§ Action item: Please copy the data below exactly, from its first line through the line holding "position:absolute; left:2083px; top:10px;", and skip the pictures.

***** Information given

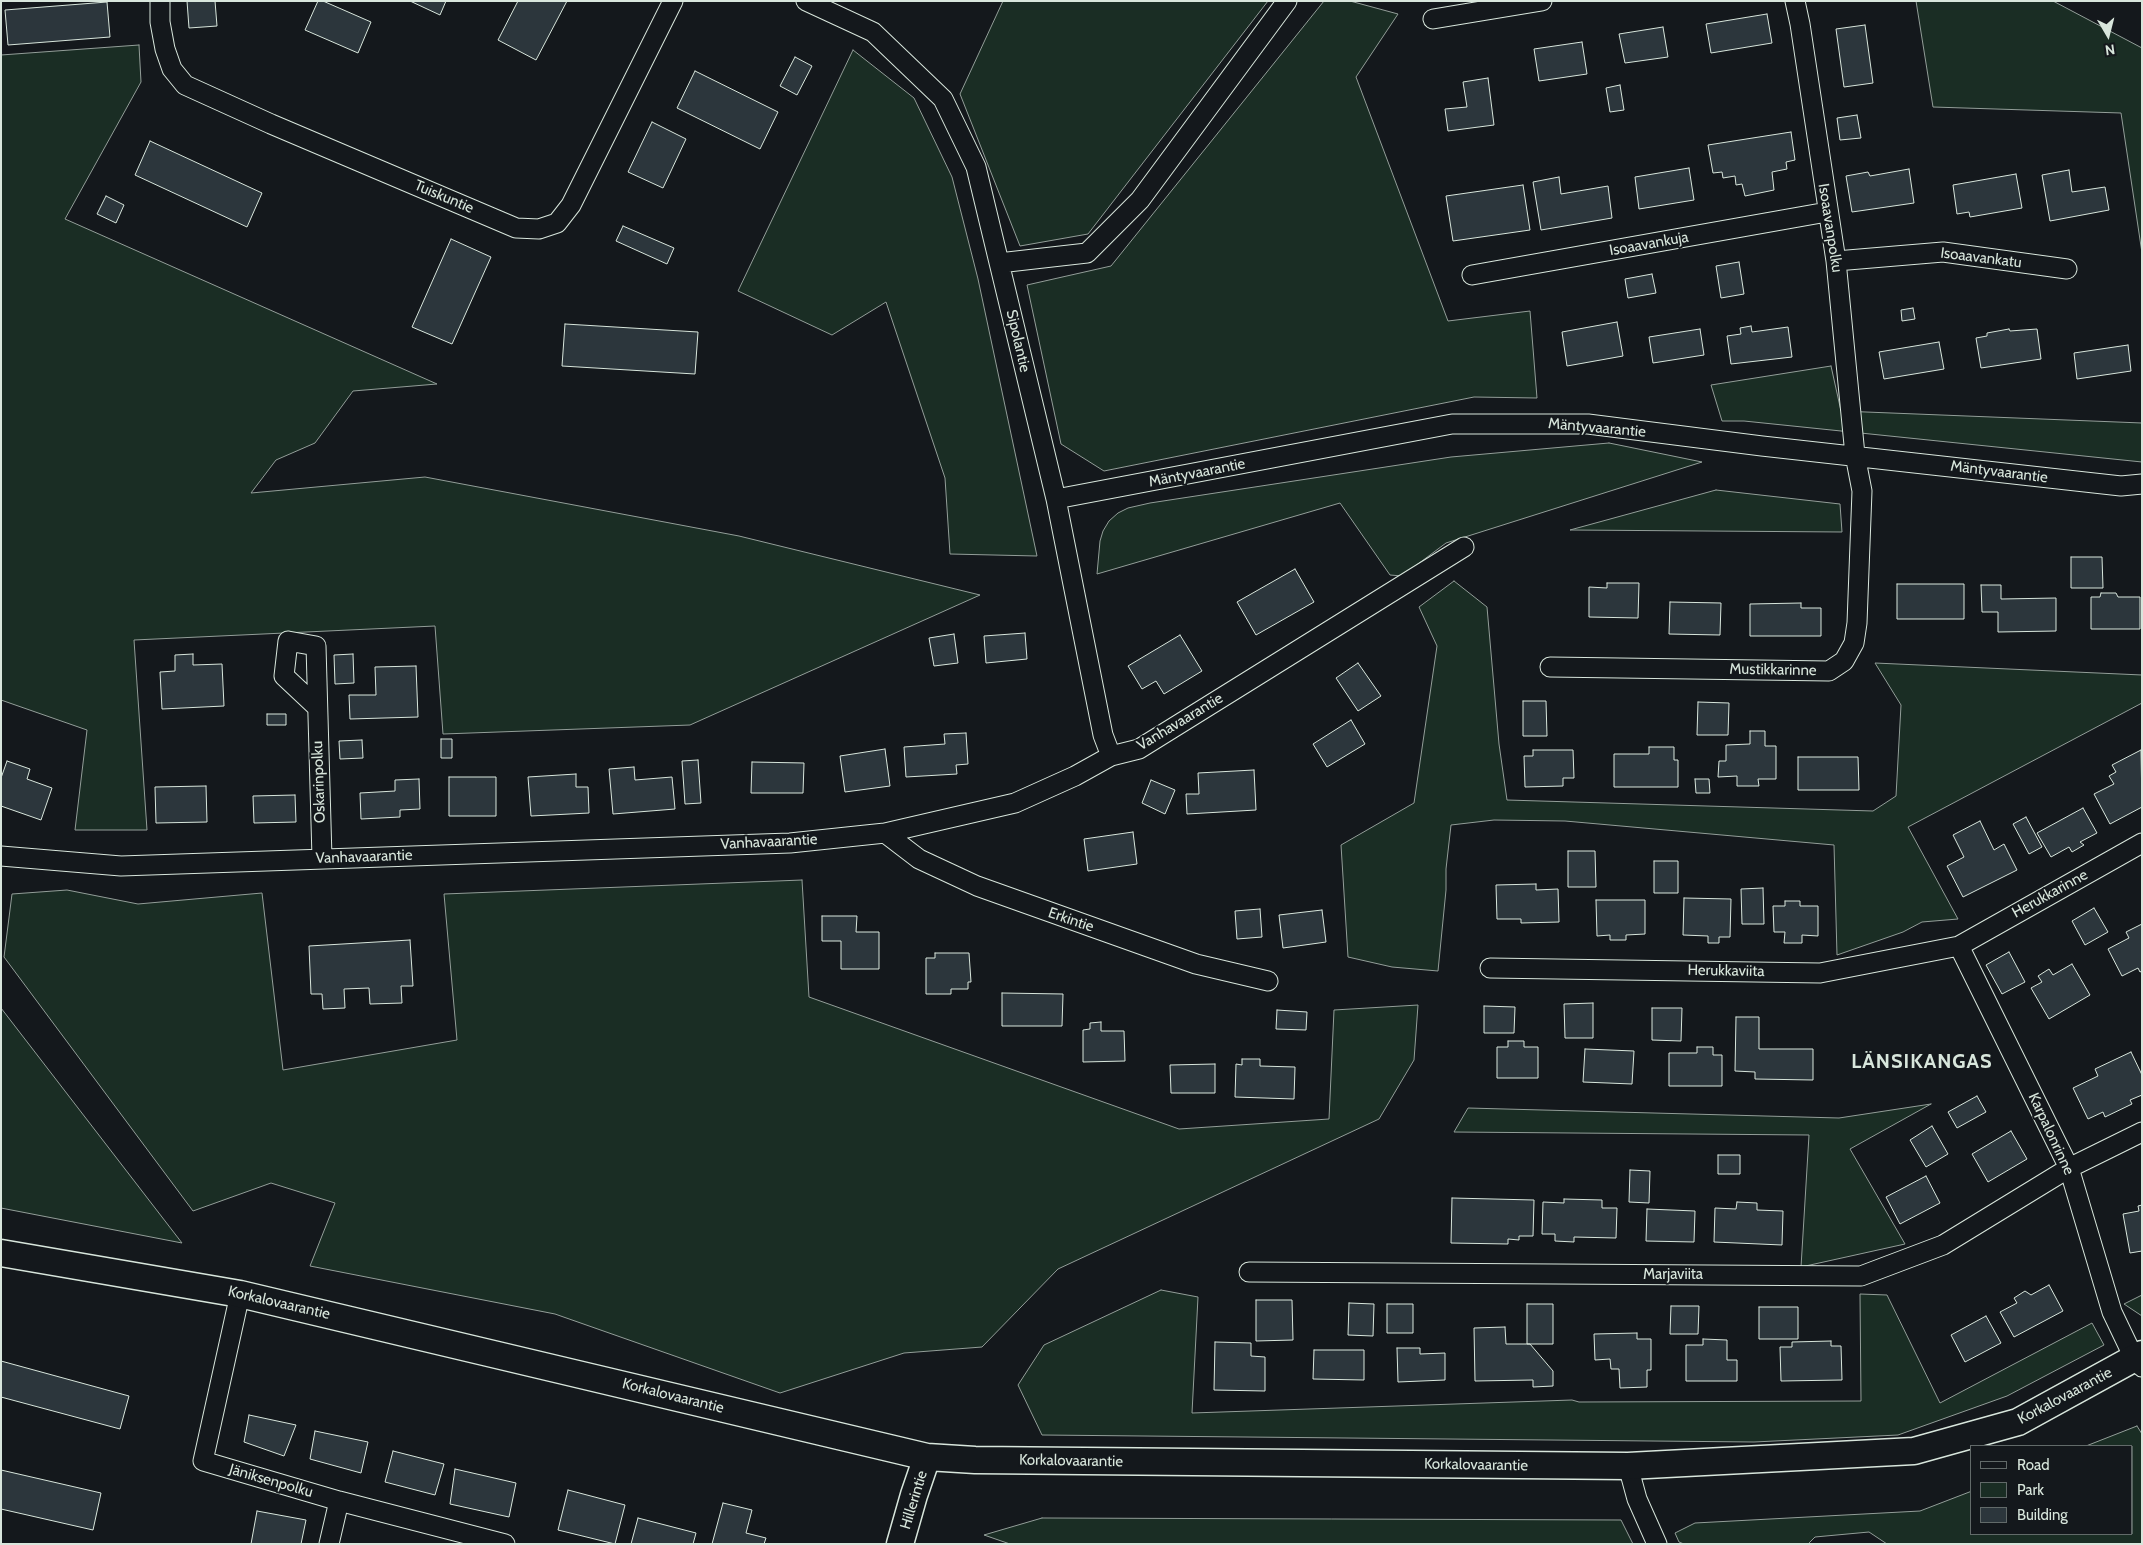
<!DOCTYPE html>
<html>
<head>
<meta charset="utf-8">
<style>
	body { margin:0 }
	#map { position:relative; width:2143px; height:1545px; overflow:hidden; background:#14181c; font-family:Cabin,sans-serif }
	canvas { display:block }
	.frame { position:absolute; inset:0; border:2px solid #d8e6dc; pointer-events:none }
	.legend { position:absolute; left:1970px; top:1445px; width:162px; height:90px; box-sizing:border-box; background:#14181c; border:1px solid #626a69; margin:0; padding:6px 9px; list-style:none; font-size:15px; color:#d8e6dc }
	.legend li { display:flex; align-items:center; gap:10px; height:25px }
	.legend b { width:25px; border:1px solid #626a69 }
	.north { position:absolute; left:2083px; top:10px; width:50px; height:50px; -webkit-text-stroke:4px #14181c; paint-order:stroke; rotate:172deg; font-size:14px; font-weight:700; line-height:20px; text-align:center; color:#d8e6dc }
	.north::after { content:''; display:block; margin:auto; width:18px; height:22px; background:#d8e6dc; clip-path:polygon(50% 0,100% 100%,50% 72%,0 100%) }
</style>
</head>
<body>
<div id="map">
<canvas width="2143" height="1545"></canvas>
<div class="frame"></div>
<ul class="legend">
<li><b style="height:6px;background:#14181c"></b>Road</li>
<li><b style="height:14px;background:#1a2d24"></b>Park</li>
<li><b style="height:14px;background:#2c363c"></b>Building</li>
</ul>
<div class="north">N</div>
</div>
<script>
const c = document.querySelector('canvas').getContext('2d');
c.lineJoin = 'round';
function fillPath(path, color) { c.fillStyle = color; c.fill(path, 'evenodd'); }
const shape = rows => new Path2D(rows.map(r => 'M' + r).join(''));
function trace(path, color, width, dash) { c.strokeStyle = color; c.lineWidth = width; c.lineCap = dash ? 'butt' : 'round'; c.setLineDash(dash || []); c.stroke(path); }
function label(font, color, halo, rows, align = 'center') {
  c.font = font + ' Cabin,sans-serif'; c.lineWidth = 4; c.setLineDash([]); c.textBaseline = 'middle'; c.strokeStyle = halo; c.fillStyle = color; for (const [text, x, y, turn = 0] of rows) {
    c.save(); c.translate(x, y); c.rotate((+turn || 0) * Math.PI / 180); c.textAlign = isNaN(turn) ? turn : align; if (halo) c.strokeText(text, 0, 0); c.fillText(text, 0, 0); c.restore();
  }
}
const green = shape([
	[1003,1,1268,1,1088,234,1020,246,960,94,1003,1],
	[1324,1,1350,1,1398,14,1356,77,1448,321,1530,311,1537,398,1474,397,1104,471,1061,444,1027,285,1111,266,1324,1],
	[1916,1,2053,1,2142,48,2142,253,2121,113,1933,107,1916,1],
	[139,45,141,82,65,219,437,384,353,391,315,443,276,460,251,493,425,477,739,536,980,595,690,725,443,734,435,626,134,640,147,830,75,830,87,730,1,700,1,55,139,45],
	[853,50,914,98,952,177,978,279,1037,556,950,554,945,478,886,302,832,335,738,291,853,50],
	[1831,366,1841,411,2142,423,2142,462,1744,421,1722,421,1711,385,1831,366],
	[1609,443,1702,462,1446,543,1402,576,1390,575,1340,503,1097,574,1100,541,1103,531,1109,521,1118,513,1128,508,1150,503,1451,457,1609,443],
	[1716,490,1840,504,1842,532,1570,530,1716,490],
	[1454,581,1487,607,1499,744,1507,800,1873,811,1896,796,1901,705,1875,663,2142,675,2142,703,1908,827,1958,919,1922,922,1903,932,1837,955,1834,845,1565,821,1494,820,1451,825,1446,869,1446,890,1438,971,1392,967,1348,957,1341,845,1414,803,1437,646,1419,607,1454,581],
	[802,880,809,997,1179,1129,1329,1119,1334,1010,1418,1005,1414,1060,1379,1119,1058,1269,982,1347,904,1353,780,1393,555,1314,310,1266,335,1203,271,1183,193,1211,4,957,12,894,67,890,138,904,262,893,283,1070,457,1040,444,894,802,880],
	[1,1008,182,1243,1,1208,1,1008],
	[1931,1104,1850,1149,1905,1244,1801,1267,1809,1135,1454,1132,1468,1108,1839,1118,1931,1104],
	[1161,1290,1198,1297,1192,1413,1572,1400,1579,1402,1861,1401,1860,1294,1887,1295,1940,1403,2092,1323,2104,1345,2007,1396,1898,1435,1754,1442,1042,1435,1018,1385,1044,1345,1161,1290],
	[2142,1295,2142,1316,2124,1304,2142,1295],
	[2137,1426,2142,1434,2142,1544,1887,1544,1869,1532,1815,1537,1808,1544,1684,1544,1679,1542,1675,1533,1695,1523,1920,1511,1972,1491,1972,1534,2132,1534,2132,1446,2086,1446,2137,1426],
	[1042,1518,1621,1520,1633,1544,1010,1544,984,1535,1042,1518]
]);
fillPath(green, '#1a2d24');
trace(green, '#939e99', 1);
const building = shape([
	[187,1,215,1,217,26,189,28,187,1],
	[318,1,323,1,371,22,358,53,305,30,318,1],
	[410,1,446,1,440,15,410,1],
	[518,1,567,1,536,60,498,40,518,1],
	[107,2,110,37,8,45,5,10,107,2],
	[1767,14,1772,43,1711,53,1706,24,1767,14],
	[1865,25,1873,83,1844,87,1836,29,1865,25],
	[1663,27,1668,57,1625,63,1619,34,1663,27],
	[1582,42,1587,74,1539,81,1534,49,1582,42],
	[795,57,812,66,797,95,780,86,795,57],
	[695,71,778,112,760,149,677,108,695,71],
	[1488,78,1494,125,1448,131,1445,109,1467,107,1463,82,1488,78],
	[1620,85,1624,110,1610,112,1606,88,1620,85],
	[1857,115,1861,138,1840,140,1837,118,1857,115],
	[652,122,686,139,663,188,628,172,652,122],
	[1791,132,1795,160,1786,162,1787,169,1772,172,1774,190,1745,196,1742,184,1736,185,1735,176,1723,178,1722,172,1713,173,1708,145,1791,132],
	[150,141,262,193,247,227,135,175,150,141],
	[1689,168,1694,200,1639,209,1635,177,1689,168],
	[1909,169,1914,203,1852,212,1846,176,1868,172,1870,176,1909,169],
	[2069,170,2072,192,2105,187,2109,210,2050,221,2042,175,2069,170],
	[2016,174,2022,208,1970,217,1969,212,1957,214,1953,185,2016,174],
	[1559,177,1561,194,1608,186,1612,218,1541,230,1533,182,1559,177],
	[1523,185,1530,230,1453,241,1446,196,1523,185],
	[106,196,124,205,116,223,97,214,106,196],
	[623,226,674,248,667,264,616,241,623,226],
	[451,239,491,257,452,344,412,327,451,239],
	[1739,262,1744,294,1721,298,1716,266,1739,262],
	[1652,274,1656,293,1628,298,1625,279,1652,274],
	[1913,308,1915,319,1902,321,1901,310,1913,308],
	[1617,322,1623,356,1567,366,1562,332,1617,322],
	[565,324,698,332,695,374,562,366,565,324],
	[1751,326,1752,332,1788,327,1792,357,1731,364,1727,336,1741,334,1740,328,1751,326],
	[1700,329,1704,355,1653,363,1649,337,1700,329],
	[2009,329,2010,331,2037,329,2041,359,1981,368,1976,338,1987,336,1987,333,2009,329],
	[1939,342,1944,369,1884,379,1879,352,1939,342],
	[2128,345,2131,371,2077,379,2074,353,2128,345],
	[2071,557,2102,557,2103,588,2071,588,2071,557],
	[1295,569,1314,602,1256,635,1237,602,1295,569],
	[1607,583,1639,583,1638,618,1589,617,1589,587,1607,588,1607,583],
	[1897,584,1964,584,1964,619,1897,619,1897,584],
	[1981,585,2001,585,2001,599,2056,598,2056,631,1998,632,1998,612,1982,612,1981,585],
	[2101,593,2116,593,2118,597,2140,597,2140,629,2091,629,2091,597,2100,597,2101,593],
	[1670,602,1721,603,1720,635,1669,634,1670,602],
	[1801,603,1801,608,1821,608,1821,636,1750,636,1750,604,1801,603],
	[1025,633,1027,659,986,663,984,636,1025,633],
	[954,634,958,663,934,666,929,638,954,634],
	[1180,635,1202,671,1164,694,1156,681,1142,689,1128,666,1180,635],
	[193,654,193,665,222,664,224,706,162,709,160,672,175,671,175,655,193,654],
	[353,654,354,683,335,684,334,655,353,654],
	[1358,663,1381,696,1358,711,1336,678,1358,663],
	[416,666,418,717,350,719,349,695,376,695,375,667,416,666],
	[1523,701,1546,701,1547,736,1523,736,1523,701],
	[1698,702,1729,703,1728,735,1697,735,1698,702],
	[267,714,286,714,286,725,267,725,267,714],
	[1351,720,1365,744,1327,767,1313,744,1351,720],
	[1750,731,1765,731,1765,746,1776,746,1776,779,1758,779,1759,786,1737,786,1737,776,1718,777,1719,761,1726,761,1726,745,1750,744,1750,731],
	[966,733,968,764,956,765,957,774,906,777,904,747,945,744,944,734,966,733],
	[441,739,452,739,452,758,441,758,441,739],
	[362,740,363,758,340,759,339,741,362,740],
	[1649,747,1674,747,1674,760,1678,760,1678,787,1614,787,1614,754,1649,754,1649,747],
	[885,749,890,786,845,792,840,756,885,749],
	[1533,750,1573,750,1574,778,1563,778,1563,786,1525,787,1524,756,1533,756,1533,750],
	[2141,750,2142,807,2110,824,2094,794,2114,784,2109,776,2116,772,2112,765,2141,750],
	[1798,757,1858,757,1859,790,1798,790,1798,757],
	[698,760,701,803,685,804,682,761,698,760],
	[7,761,30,769,27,779,52,788,41,820,1,806,1,778,7,761],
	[752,762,804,763,803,793,751,793,752,762],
	[634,767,635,780,672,777,675,809,613,814,609,769,634,767],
	[1254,770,1256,810,1187,814,1186,794,1199,794,1198,773,1254,770],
	[576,774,576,787,588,787,589,813,531,816,528,777,576,774],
	[449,777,496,777,496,816,449,816,449,777],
	[419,779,420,809,400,810,400,817,361,819,360,793,395,791,395,780,419,779],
	[1695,779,1709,779,1710,793,1696,793,1695,779],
	[1151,780,1175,790,1165,814,1142,803,1151,780],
	[206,786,207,822,156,823,155,787,206,786],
	[295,795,296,822,254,823,253,796,295,795],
	[2083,808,2097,833,2080,842,2084,845,2072,852,2069,847,2051,857,2037,833,2083,808],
	[2026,817,2042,847,2029,854,2013,824,2026,817],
	[1980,821,1994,850,2004,844,2017,870,1963,897,1947,866,1964,857,1953,835,1980,821],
	[1133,832,1137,864,1088,871,1084,839,1133,832],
	[1568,851,1595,851,1596,887,1568,887,1568,851],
	[1654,861,1678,861,1678,893,1654,893,1654,861],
	[1536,884,1536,890,1558,889,1559,922,1521,923,1521,919,1497,919,1496,885,1536,884],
	[1763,888,1764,924,1742,924,1741,889,1763,888],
	[1684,898,1731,899,1730,937,1719,937,1719,943,1708,943,1708,936,1683,935,1684,898],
	[1596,900,1645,900,1645,934,1626,935,1626,940,1610,940,1610,935,1597,936,1596,900],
	[1785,901,1800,901,1800,906,1818,906,1818,936,1802,935,1802,943,1784,943,1785,932,1774,932,1773,906,1785,906,1785,901],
	[2094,908,2108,932,2085,945,2072,921,2094,908],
	[1260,909,1262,937,1237,939,1235,911,1260,909],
	[1322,910,1326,942,1283,948,1279,915,1322,910],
	[822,916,857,916,856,932,879,932,879,969,841,969,841,941,822,941,822,916],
	[2142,924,2142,971,2140,972,2138,968,2122,976,2108,949,2129,938,2126,932,2142,924],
	[410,940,413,986,401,986,402,1003,370,1004,369,988,344,989,345,1008,323,1009,322,994,311,994,309,946,410,940],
	[2009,952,2025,982,2002,994,1986,965,2009,952],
	[935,953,969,953,971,982,968,982,968,989,951,989,951,994,926,994,926,958,935,958,935,953],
	[2072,964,2090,995,2049,1019,2031,988,2042,982,2038,976,2049,969,2053,975,2072,964],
	[1002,993,1063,994,1062,1026,1002,1026,1002,993],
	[1593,1003,1593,1038,1565,1038,1564,1004,1593,1003],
	[1484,1006,1515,1007,1514,1033,1484,1033,1484,1006],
	[1652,1008,1682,1008,1681,1041,1652,1040,1652,1008],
	[1277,1010,1307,1012,1306,1030,1276,1029,1277,1010],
	[1736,1017,1759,1017,1759,1049,1813,1049,1813,1080,1755,1079,1755,1072,1735,1071,1736,1017],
	[1101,1022,1101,1031,1124,1031,1125,1061,1083,1062,1083,1030,1090,1029,1090,1023,1101,1022],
	[1508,1041,1524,1041,1524,1047,1538,1047,1538,1078,1497,1078,1497,1047,1508,1047,1508,1041],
	[1697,1047,1713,1047,1713,1055,1722,1055,1722,1086,1669,1086,1669,1053,1697,1053,1697,1047],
	[1585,1049,1634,1051,1632,1084,1583,1082,1585,1049],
	[2131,1052,2142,1075,2142,1095,2130,1100,2132,1104,2105,1117,2103,1112,2088,1119,2073,1088,2098,1076,2095,1069,2131,1052],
	[1242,1059,1260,1059,1260,1066,1295,1067,1294,1099,1235,1097,1236,1064,1242,1065,1242,1059],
	[1215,1064,1215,1093,1171,1093,1170,1065,1215,1064],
	[1977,1096,1986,1112,1957,1128,1948,1112,1977,1096],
	[1932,1126,1948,1154,1926,1167,1910,1140,1932,1126],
	[2011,1131,2027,1159,1988,1182,1972,1154,2011,1131],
	[1718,1155,1740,1155,1740,1174,1718,1174,1718,1155],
	[1630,1170,1650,1171,1649,1203,1629,1202,1630,1170],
	[1926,1176,1940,1203,1900,1224,1886,1197,1926,1176],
	[1452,1198,1534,1200,1533,1236,1519,1236,1519,1240,1508,1239,1508,1244,1451,1243,1452,1198],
	[1564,1199,1602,1200,1602,1208,1617,1208,1616,1238,1574,1237,1574,1242,1555,1241,1555,1234,1542,1234,1543,1202,1564,1203,1564,1199],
	[1737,1202,1757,1203,1757,1210,1783,1211,1782,1245,1714,1242,1715,1208,1736,1209,1737,1202],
	[2142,1205,2142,1251,2130,1253,2123,1214,2139,1211,2138,1206,2142,1205],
	[1647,1209,1695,1211,1694,1242,1646,1241,1647,1209],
	[2049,1285,2063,1311,2014,1337,2000,1312,2017,1303,2014,1298,2025,1291,2031,1295,2049,1285],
	[1256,1300,1292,1300,1293,1340,1256,1341,1256,1300],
	[1349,1303,1374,1304,1373,1336,1348,1335,1349,1303],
	[1387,1304,1413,1304,1413,1333,1387,1333,1387,1304],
	[1527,1304,1553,1304,1553,1344,1527,1344,1527,1304],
	[1671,1306,1699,1306,1698,1334,1670,1334,1671,1306],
	[1759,1307,1798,1307,1798,1339,1759,1339,1759,1307],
	[1986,1316,2001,1343,1965,1362,1951,1335,1986,1316],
	[1505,1327,1506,1344,1530,1344,1553,1371,1553,1386,1533,1387,1533,1380,1475,1381,1474,1328,1505,1327],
	[1637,1333,1637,1339,1651,1339,1651,1370,1647,1370,1647,1387,1620,1388,1619,1369,1611,1369,1610,1359,1595,1360,1594,1334,1637,1333],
	[1703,1339,1727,1340,1727,1360,1737,1360,1737,1381,1686,1381,1686,1345,1703,1345,1703,1339],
	[1831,1341,1831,1346,1841,1346,1842,1380,1781,1381,1780,1347,1792,1347,1792,1342,1831,1341],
	[1215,1342,1251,1343,1251,1356,1265,1357,1265,1391,1214,1390,1215,1342],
	[1397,1348,1420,1348,1420,1354,1445,1353,1445,1380,1398,1382,1397,1348],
	[1314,1350,1364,1350,1364,1380,1313,1379,1314,1350],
	[1,1361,129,1396,120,1429,1,1397,1,1361],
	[249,1415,296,1425,284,1456,244,1442,249,1415],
	[315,1431,368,1442,361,1473,310,1459,315,1431],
	[393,1451,444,1464,435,1495,385,1482,393,1451],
	[455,1469,516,1483,509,1517,450,1504,455,1469],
	[1,1470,101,1493,93,1530,1,1509,1,1470],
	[568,1490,625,1505,615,1544,558,1530,568,1490],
	[723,1503,752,1510,746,1533,766,1538,764,1544,712,1544,723,1503],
	[257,1511,306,1520,301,1544,251,1544,257,1511],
	[638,1518,696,1533,693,1544,631,1544,638,1518]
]);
fillPath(building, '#2c363c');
trace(building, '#d8e6dc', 1);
const street = shape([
	[160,1,160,22,165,49,172,69,185,85,271,124,516,228,539,229,557,223,571,205,673,1],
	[806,1,873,32,943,99,976,167,1056,499,1103,735,1111,756],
	[1433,19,1542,1],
	[1836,261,1943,252,2067,269],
	[999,263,1087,253,1140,200,1287,1],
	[1472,275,1827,212],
	[1056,499,1452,424,1588,424,1762,446,2121,486,2142,484],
	[1550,667,1829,671,1844,661,1854,643,1857,623,1862,491,1855,455,1836,261,1800,24,1795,1],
	[317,707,284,676,288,641,316,646,322,858],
	[885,833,919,859,977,886,1196,964,1268,981],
	[1,856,121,866,790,843,885,833,1015,803,1075,776,1111,756,1139,749,1464,547],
	[1959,946,2069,1168,2112,1312,2134,1358,2142,1367],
	[1490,968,1820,973,1959,946,2142,843],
	[1249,1272,1861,1276,1943,1245,2069,1168,2142,1132],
	[240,1294,203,1461,339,1501,505,1544],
	[1628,1466,1637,1499,1657,1544],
	[329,1544,339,1501]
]);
const secondary = shape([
	[1,1253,240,1294,927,1457,975,1460,1628,1466,1914,1451,2018,1422,2142,1354],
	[900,1544,914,1495,927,1457]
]);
trace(street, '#d8e6dc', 21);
trace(secondary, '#d8e6dc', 29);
trace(street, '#14181c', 19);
trace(secondary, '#14181c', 26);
label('15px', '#d8e6dc', '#14181c', [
	["Tuiskuntie",444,197,23],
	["Isoaavanpolku",1830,228,81],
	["Isoaavankuja",1649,244,-10],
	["Isoaavankatu",1981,258,7],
	["Sipolantie",1018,341,77],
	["Mäntyvaarantie",1597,428,5],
	["Mäntyvaarantie",1999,472,7],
	["Mäntyvaarantie",1197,473,-11],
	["Mustikkarinne",1773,670,1],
	["Vanhavaarantie",1180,722,-31],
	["Oskarinpolku",319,782,-92],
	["Vanhavaarantie",769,842,-3],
	["Vanhavaarantie",364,857,-2],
	["Herukkarinne",2050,894,-29],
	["Erkintie",1071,920,19],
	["Herukkaviita",1726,971,1],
	["Karpalonrinne",2051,1134,65],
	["Marjaviita",1673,1275],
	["Korkalovaarantie",279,1303,13],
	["Korkalovaarantie",673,1396,14],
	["Korkalovaarantie",2065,1396,-28],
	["Korkalovaarantie",1071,1461,1],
	["Korkalovaarantie",1476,1465,1],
	["Jäniksenpolku",271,1481,16],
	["Hillerintie",914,1500,-73]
]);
c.letterSpacing = '1px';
label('bold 20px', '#d8e6dc', '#14181c', [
	["LÄNSIKANGAS",1922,1062]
]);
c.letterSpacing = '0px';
</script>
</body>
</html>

**********

§ Output for this exercise:
<!DOCTYPE html>
<html>
<head>
<meta charset="utf-8">
<style>
	body { margin:0 }
	#map { position:relative; width:2143px; height:1545px; overflow:hidden; background:#14181c; font-family:Cabin,sans-serif }
	canvas { display:block }
	.frame { position:absolute; inset:0; border:2px solid #d8e6dc; pointer-events:none }
	.legend { position:absolute; left:1970px; top:1445px; width:162px; height:90px; box-sizing:border-box; background:#14181c; border:1px solid #626a69; margin:0; padding:6px 9px; list-style:none; font-size:15px; color:#d8e6dc }
	.legend li { display:flex; align-items:center; gap:10px; height:25px }
	.legend b { width:25px; border:1px solid #626a69 }
	.north { position:absolute; left:2083px; top:10px; width:50px; height:50px; -webkit-text-stroke:4px #14181c; paint-order:stroke; rotate:172deg; font-size:14px; font-weight:700; line-height:20px; text-align:center; color:#d8e6dc }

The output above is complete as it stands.